Now, if someone needs to spread the cost of a $25 purchase then that's a worry in terms of credit quality most certainly. It does make for lots of business however.


----------



## bigdog (8 March 2019)

Motley Fool reports
https://www.fool.com.au/2019/03/06/...e-has-rocketed-490-higher-in-just-five-weeks/

*The Splitit share price has rocketed 490% higher in just five weeks*
James Mickleboro | March 6, 2019

The *Splitit Ltd * (ASX: SPT) share price has continued its remarkable run on Wednesday and surged to a new all-time high.

At the time of writing the payment company’s shares are 14% higher at $1.18. This latest gain means the Splitit share price has risen an incredible 490% since listing on the ASX at 20 cents per share on January 29.

The *Afterpay Touch Group Ltd* (ASX: APT) and *Zip Co Ltd* (ASX: Z1P) rival now has a market capitalisation of approximately $320 million.

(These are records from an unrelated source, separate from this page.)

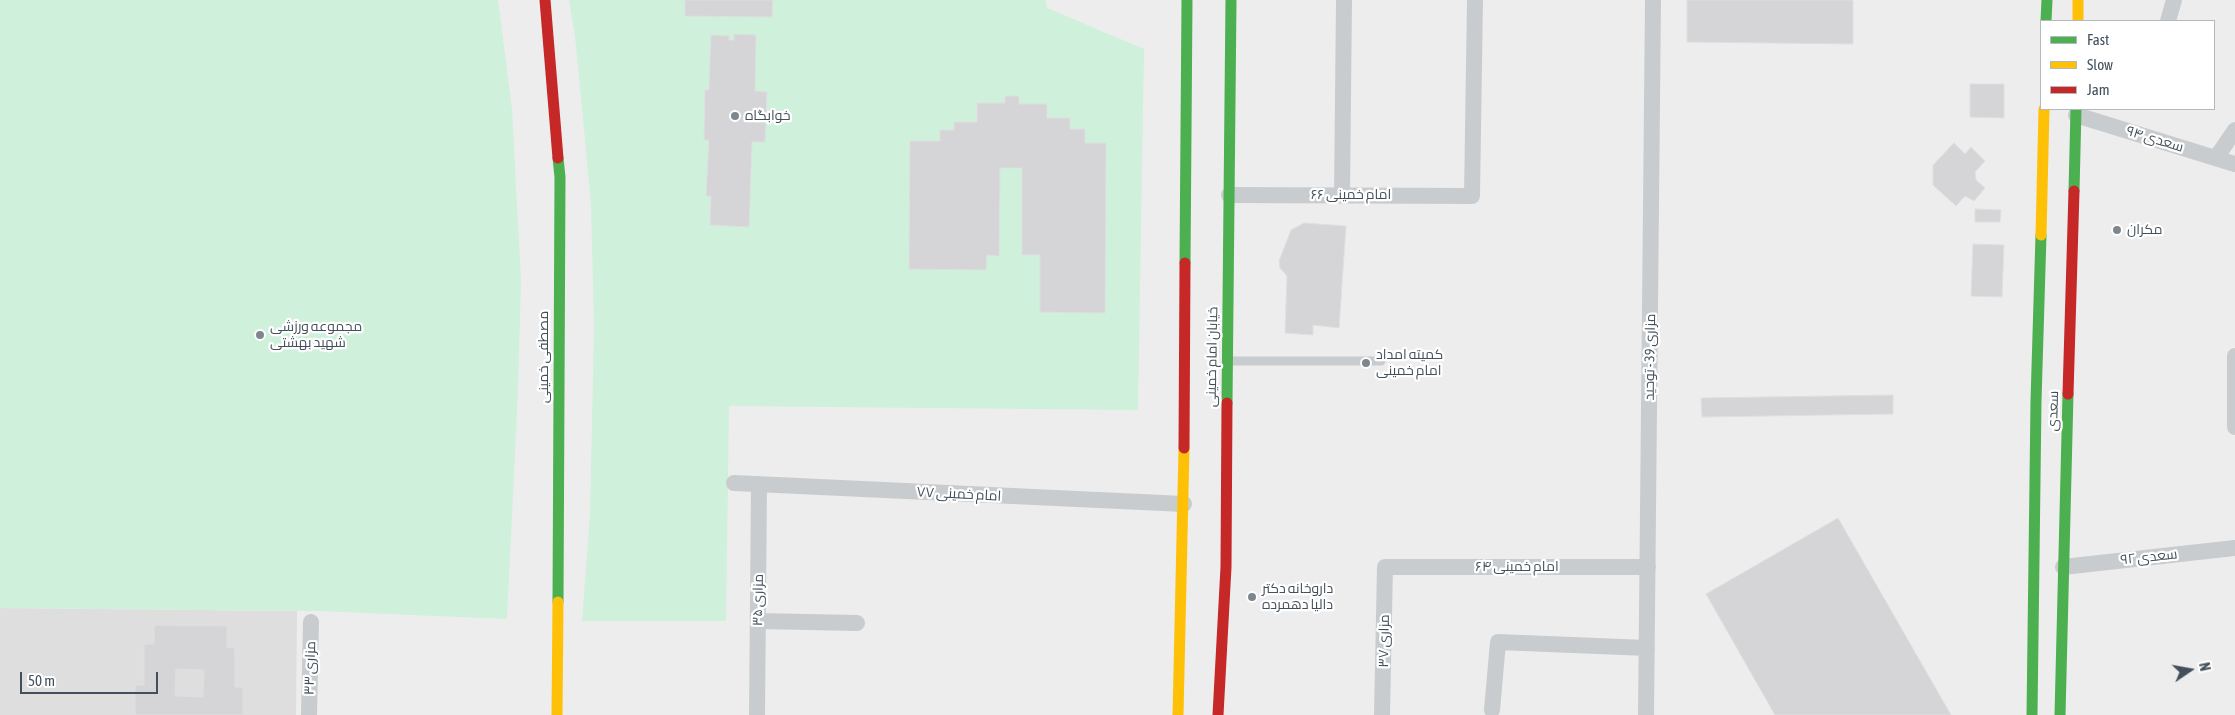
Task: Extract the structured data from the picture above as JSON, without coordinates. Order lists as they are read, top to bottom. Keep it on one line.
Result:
{"streets":{"main road":["مصطفی خمینی","خیابان امام خمینی","سعدی"],"street":["سعدی ۹۴","امام خمینی ۶۶","مزاری 39 - توحید","امام خمینی ۷۷","سعدی ۹۲","امام خمینی ۶۴","مزاری ۳۵","مزاری ۳۷","مزاری ۳۳"]},"crossings":[["سعدی ۹۴","سعدی"],["امام خمینی ۶۶","خیابان امام خمینی"],["خیابان امام خمینی","امام خمینی ۷۷"],["مزاری 39 - توحید","امام خمینی ۶۴"],["سعدی","سعدی ۹۲"],["امام خمینی ۷۷","مزاری ۳۵"],["امام خمینی ۶۴","مزاری ۳۷"]],"places":["خوابگاه","مکران","مجموعه ورزشی شهید بهشتی","کمیته امداد امام خمینی","داروخانه دکتر دالیا دهمرده"],"legend":["Fast","Slow","Jam"],"scale_bar":"50 m","north":"right"}
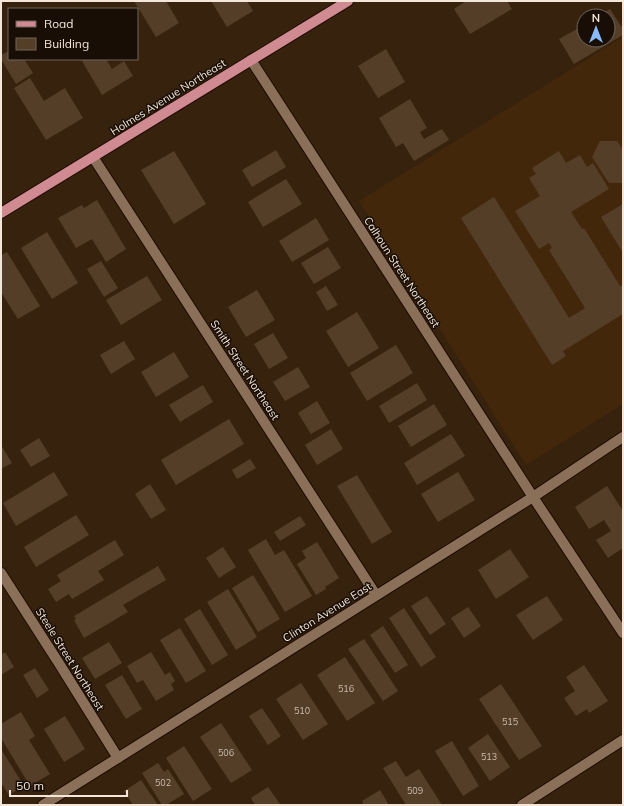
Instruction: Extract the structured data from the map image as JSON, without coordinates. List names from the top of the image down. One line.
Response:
{"streets":{"main road":["Holmes Avenue Northeast"],"street":["Calhoun Street Northeast","Smith Street Northeast","Clinton Avenue East","Steele Street Northeast"]},"crossings":[["Holmes Avenue Northeast","Calhoun Street Northeast"],["Holmes Avenue Northeast","Smith Street Northeast"],["Calhoun Street Northeast","Clinton Avenue East"],["Smith Street Northeast","Clinton Avenue East"],["Clinton Avenue East","Steele Street Northeast"]],"house_numbers":["516","510","515","506","513","502","509"],"legend":["Road","Building"],"scale_bar":"50 m","north":"top"}
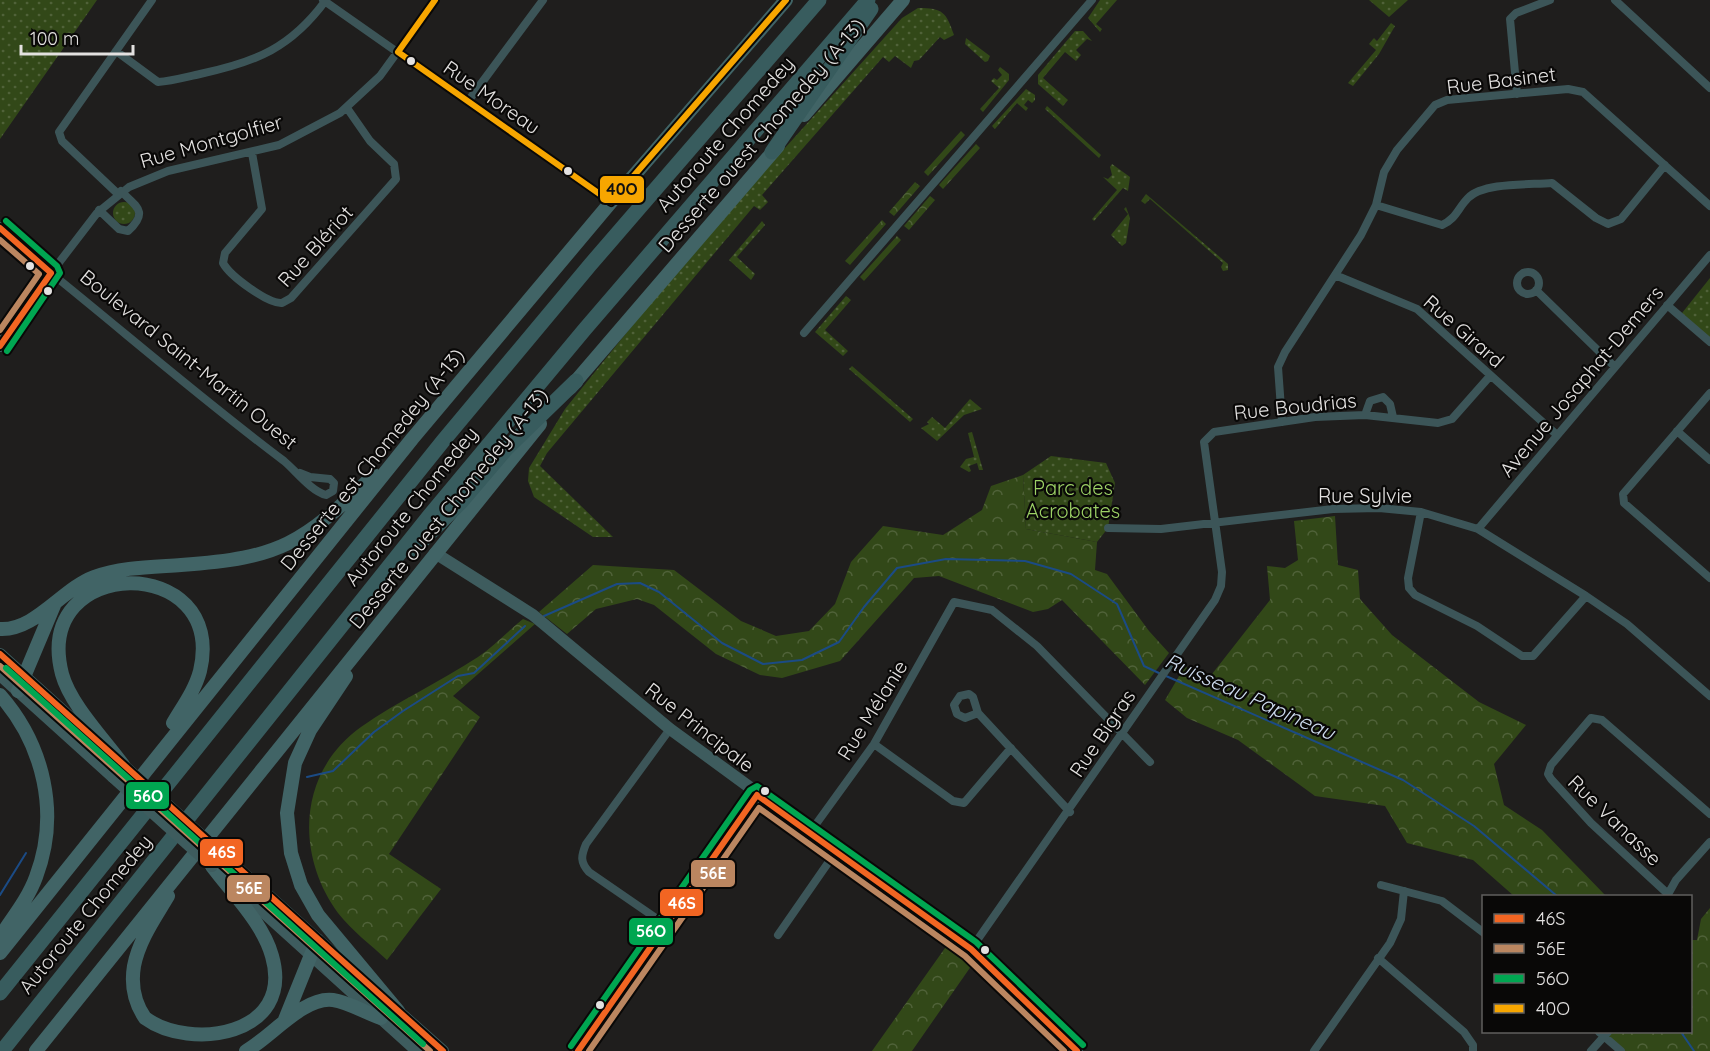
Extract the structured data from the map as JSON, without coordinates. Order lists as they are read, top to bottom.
{
  "streets": {
    "highway": ["Autoroute Chomedey"],
    "main road": [
      "Desserte ouest Chomedey (A-13)",
      "Rue Montgolfier",
      "Boulevard Saint-Martin Ouest",
      "Desserte est Chomedey (A-13)",
      "Rue Principale"
    ],
    "street": [
      "Rue Basinet",
      "Rue Moreau",
      "Rue Blériot",
      "Rue Girard",
      "Avenue Josaphat-Demers",
      "Rue Boudrias",
      "Rue Sylvie",
      "Rue Mélanie",
      "Rue Bigras",
      "Rue Vanasse"
    ]
  },
  "crossings": [
    ["Rue Basinet", "Rue Girard"],
    ["Rue Basinet", "Rue Boudrias"],
    ["Rue Moreau", "Rue Montgolfier"],
    ["Rue Moreau", "Desserte est Chomedey (A-13)"],
    ["Desserte ouest Chomedey (A-13)", "Rue Principale"],
    ["Rue Montgolfier", "Rue Blériot"],
    ["Rue Montgolfier", "Boulevard Saint-Martin Ouest"],
    ["Rue Girard", "Avenue Josaphat-Demers"],
    ["Rue Girard", "Rue Boudrias"],
    ["Avenue Josaphat-Demers", "Rue Sylvie"],
    ["Rue Boudrias", "Rue Sylvie"],
    ["Rue Boudrias", "Rue Bigras"],
    ["Rue Sylvie", "Rue Bigras"],
    ["Rue Mélanie", "Rue Principale"],
    ["Rue Mélanie", "Rue Bigras"],
    ["Rue Principale", "Rue Bigras"]
  ],
  "water": ["Ruisseau Papineau"],
  "parks": ["Parc des Acrobates"],
  "lines": [
    "transit line 40O",
    "transit line 56O",
    "transit line 46S",
    "transit line 56E"
  ],
  "legend": [
    "46S",
    "56E",
    "56O",
    "40O"
  ],
  "scale_bar": "100 m"
}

*Why has the Splitit share price rocketed higher?*
With no news out of the company, I suspect investors have been buying Spiltit’s shares on the belief that it could be the next Afterpay Touch.

Splitit is an Israel-headquartered payments company providing a cross-border credit card-based instalment solution to businesses and merchants.

Its service allows consumers to pay for a product using their existing credit cards but divide the total purchase cost across as many interest-free monthly payments as they feel is necessary, up to a limit of 36 months.

Debit cards can also be used, but consumers are limited to $400 of credit and must repay the balance through a maximum of three interest-free monthly payments.

Another service the company offers which separates it from the competition is a _try now, pay later_ service. Merchants can allow shoppers to try out items for up to 90 days before any payment is charged to their credit card.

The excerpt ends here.